If you use ‘w+’ instead of ‘w’ for your second argument when calling fopen to create the file handle, additional data will be be appended to the file instead of overwriting the contents of the file with the same name. You may want to consider using filenames without a chance of collision to save your data, to ensure you’re not losing data if there is even a remote chance that your webhook could receive more than one request per second.

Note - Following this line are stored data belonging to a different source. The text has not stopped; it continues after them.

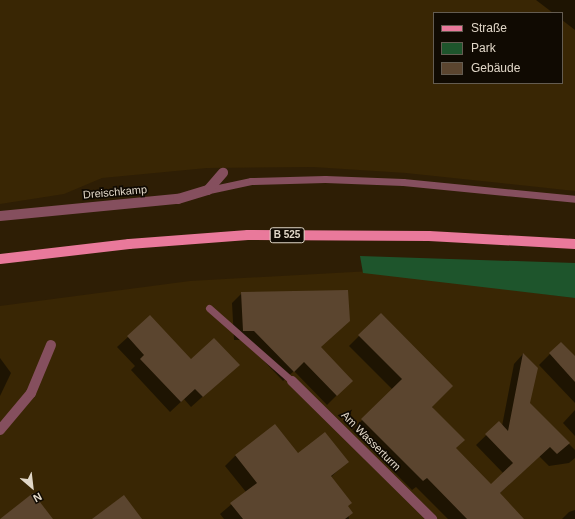 <!DOCTYPE html>
<html>
<head>
<meta charset="utf-8">
<style>
  body { margin:0 }
  #map { position:relative; width:575px; height:519px; overflow:hidden; background:#2e1e05; font-family:Helvetica,sans-serif }
  div>[style] { position:absolute }
  .built>* { inset:0; background:#392604 }
  .green>* { inset:0; background:#1e552c }
  .shadow>* { inset:0; background:#0007 }
  .building>* { inset:0; background:#5b452f }
  .lane>* { height:7px; margin:-3.5px; padding:0 3.5px; transform-origin:3.5px; border-radius:3.5px; background:#854f5e }
  .street>* { height:10px; margin:-5px; padding:0 5px; transform-origin:5px; border-radius:5px; background:#854f5e }
  .primary>* { height:10px; margin:-5px; padding:0 5px; transform-origin:5px; border-radius:5px; background:#e9799b }
  span { translate:-50% -50%; white-space:nowrap; text-align:center; line-height:1.15; -webkit-text-stroke:3.5px #100a02; paint-order:stroke }
  .shield-label span { padding:1px 3px; background:#100a02; border:1px solid; border-radius:3px; -webkit-text-stroke-width:0 }
  .shield-label { font-size:10px; color:#e1d7c8; font-weight:700 }
  .street-label { font-size:11px; color:#e1d7c8 }
  .legend { position:absolute; left:433px; top:12px; width:130px; height:72px; box-sizing:border-box; background:#100a02; border:1px solid #645c51; margin:0; padding:5px 7px; list-style:none; font-size:12px; color:#e1d7c8 }
  .legend li { display:flex; align-items:center; gap:8px; height:20px }
  .legend b { width:20px; border:1px solid #645c51 }
  .north { position:absolute; left:12px; top:467px; width:40px; height:40px; -webkit-text-stroke:3px #100a02; paint-order:stroke; rotate:152deg; font-size:11px; font-weight:700; line-height:16px; text-align:center; color:#e1d7c8 }
  .north::after { content:''; display:block; margin:auto; width:14px; height:18px; background:#e1d7c8; clip-path:polygon(50% 0,100% 100%,50% 72%,0 100%) }
</style>
</head>
<body>
<div id="map">
  <div class="built">
    <i style="clip-path:polygon(evenodd,0 0,575px 0,575px 191px,406px 173px,313px 167px,207px 168px,102px 178px,64px 194px,0 204px,0 0,434px 13px,562px 13px,562px 83px,434px 83px,434px 13px)"></i>
    <i style="clip-path:polygon(371px 271px,575px 298px,575px 519px,0 519px,0 306px,190px 281px)"></i>
  </div>
  <div class="green">
    <i style="clip-path:polygon(360px 256px,575px 263px,575px 298px,363px 273px)"></i>
  </div>
  <div class="shadow">
    <i style="clip-path:polygon(536px 0,575px 0,575px 30px,562px 20px,562px 13px,553px 13px)"></i>
    <i style="clip-path:polygon(242px 293px,320px 348px,351px 381px,327px 405px,294px 371px,283px 381px,244px 340px,234px 340px,232px 303px)"></i>
    <i style="clip-path:polygon(381px 314px,455px 448px,491px 486px,504px 474px,476px 445px,499px 423px,502px 426px,514px 364px,523px 354px,528px 403px,575px 450px,575px 458px,569px 463px,549px 466px,539px 456px,499px 494px,523px 519px,448px 519px,416px 487px,412px 490px,352px 430px,393px 390px,349px 346px)"></i>
    <i style="clip-path:polygon(128px 337px,191px 360px,238px 365px,191px 407px,184px 399px,170px 412px,131px 370px,135px 366px,117px 347px)"></i>
    <i style="clip-path:polygon(561px 343px,575px 358px,575px 403px,539px 365px)"></i>
    <i style="clip-path:polygon(0 358px,11px 373px,0 396px)"></i>
    <i style="clip-path:polygon(575px 410px,575px 436px,563px 423px)"></i>
    <i style="clip-path:polygon(236px 455px,298px 455px,347px 462px,331px 477px,347px 507px,349px 519px,224px 519px,220px 514px,246px 492px,225px 466px)"></i>
    <i style="clip-path:polygon(575px 510px,575px 519px,562px 519px,569px 512px)"></i>
  </div>
  <div class="building">
    <i style="clip-path:polygon(348px 290px,350px 321px,321px 347px,353px 381px,337px 396px,304px 362px,294px 372px,254px 331px,243px 331px,241px 292px)"></i>
    <i style="clip-path:polygon(381px 313px,453px 386px,432px 407px,465px 440px,456px 448px,491px 484px,513px 463px,485px 434px,499px 421px,508px 431px,523px 353px,538px 368px,530px 403px,570px 443px,557px 454px,550px 447px,500px 493px,524px 519px,467px 519px,427px 478px,423px 481px,361px 419px,402px 379px,358px 335px)"></i>
    <i style="clip-path:polygon(150px 315px,191px 359px,214px 338px,240px 365px,203px 397px,195px 389px,181px 402px,140px 359px,144px 355px,127px 336px)"></i>
    <i style="clip-path:polygon(561px 342px,575px 356px,575px 382px,549px 353px)"></i>
    <i style="clip-path:polygon(275px 424px,298px 453px,325px 432px,349px 462px,331px 476px,352px 503px,348px 506px,353px 513px,345px 519px,243px 519px,230px 503px,257px 483px,235px 455px)"></i>
    <i style="clip-path:polygon(33px 493px,53px 519px,0 519px)"></i>
    <i style="clip-path:polygon(124px 495px,142px 519px,92px 519px)"></i>
  </div>
  <div class="lane">
    <i style="left:209px;top:190px;width:43px;rotate:-12.1deg"></i>
    <i style="left:251px;top:181px;width:74px;rotate:-1.5deg"></i>
    <i style="left:325px;top:179px;width:78px;rotate:2.2deg"></i>
    <i style="left:403px;top:182px;width:173px;rotate:5.6deg"></i>
    <i style="left:209px;top:308px;width:111px;rotate:41.3deg"></i>
  </div>
  <div class="street">
    <i style="left:0;top:216px;width:179px;rotate:-5.5deg"></i>
    <i style="left:178px;top:199px;width:31px;rotate:-17deg"></i>
    <i style="left:208px;top:190px;width:23px;rotate:-49deg"></i>
    <i style="left:292px;top:381px;width:197px;rotate:44.6deg"></i>
    <i style="left:0;top:430px;width:48px;rotate:-50deg"></i>
    <i style="left:31px;top:393px;width:52px;rotate:-67.4deg"></i>
  </div>
  <div class="primary">
    <i style="left:0;top:259px;width:130px;rotate:-6.6deg"></i>
    <i style="left:129px;top:244px;width:119px;rotate:-4.3deg"></i>
    <i style="left:248px;top:235px;width:181px;rotate:0.3deg"></i>
    <i style="left:429px;top:236px;width:146px;rotate:3.1deg"></i>
  </div>
  <div class="shield-label">
    <span style="left:287px;top:235px">B 525</span>
  </div>
  <div class="street-label">
    <span style="left:115px;top:192px;rotate:-5deg">Dreischkamp</span>
    <span style="left:371px;top:441px;rotate:45deg">Am Wasserturm</span>
  </div>
  <ul class="legend">
  <li><b style="height:5px;background:#e9799b"></b>Straße</li>
  <li><b style="height:11px;background:#1e552c"></b>Park</li>
  <li><b style="height:11px;background:#5b452f"></b>Gebäude</li>
  </ul>
  <div class="north">N</div>
</div>
</body>
</html>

Also, you’re not going to get a PHP array that can be parsed from the php://input stream by json_encode, unlike the contents of the $_POST superglobal. The data that is being sent to your webhook through the php://input stream is more than likely already going to be JSON, so you can just serialize the stream like this:
// name subsequent files as webook_DATE_TIME-1.json, webhook__-2.json, etc.
$fileCount = 1;
while (file_exists(__DIR__ . ‘/webhook_’ . date(‘mdY_his’) . ‘-‘ . $fileCount . ‘.json’)) {
$fileCount++;
}
// one-liner to save the received JSON to a new file
file_put_contents(__DIR__ . ‘/webhook_’ . date(‘mdY_his’) . ‘-‘ . $fileCount . ‘.json’, file_get_contents(‘php://input’));
Simplified:
[code]$data =($json = json_decode(file_get_contents(“php://input”))) ? $json : $_POST;[/code]
Your post helped me a lot as it did seem client I was testing for was coming in via _POST not json & led me to simplify the logic.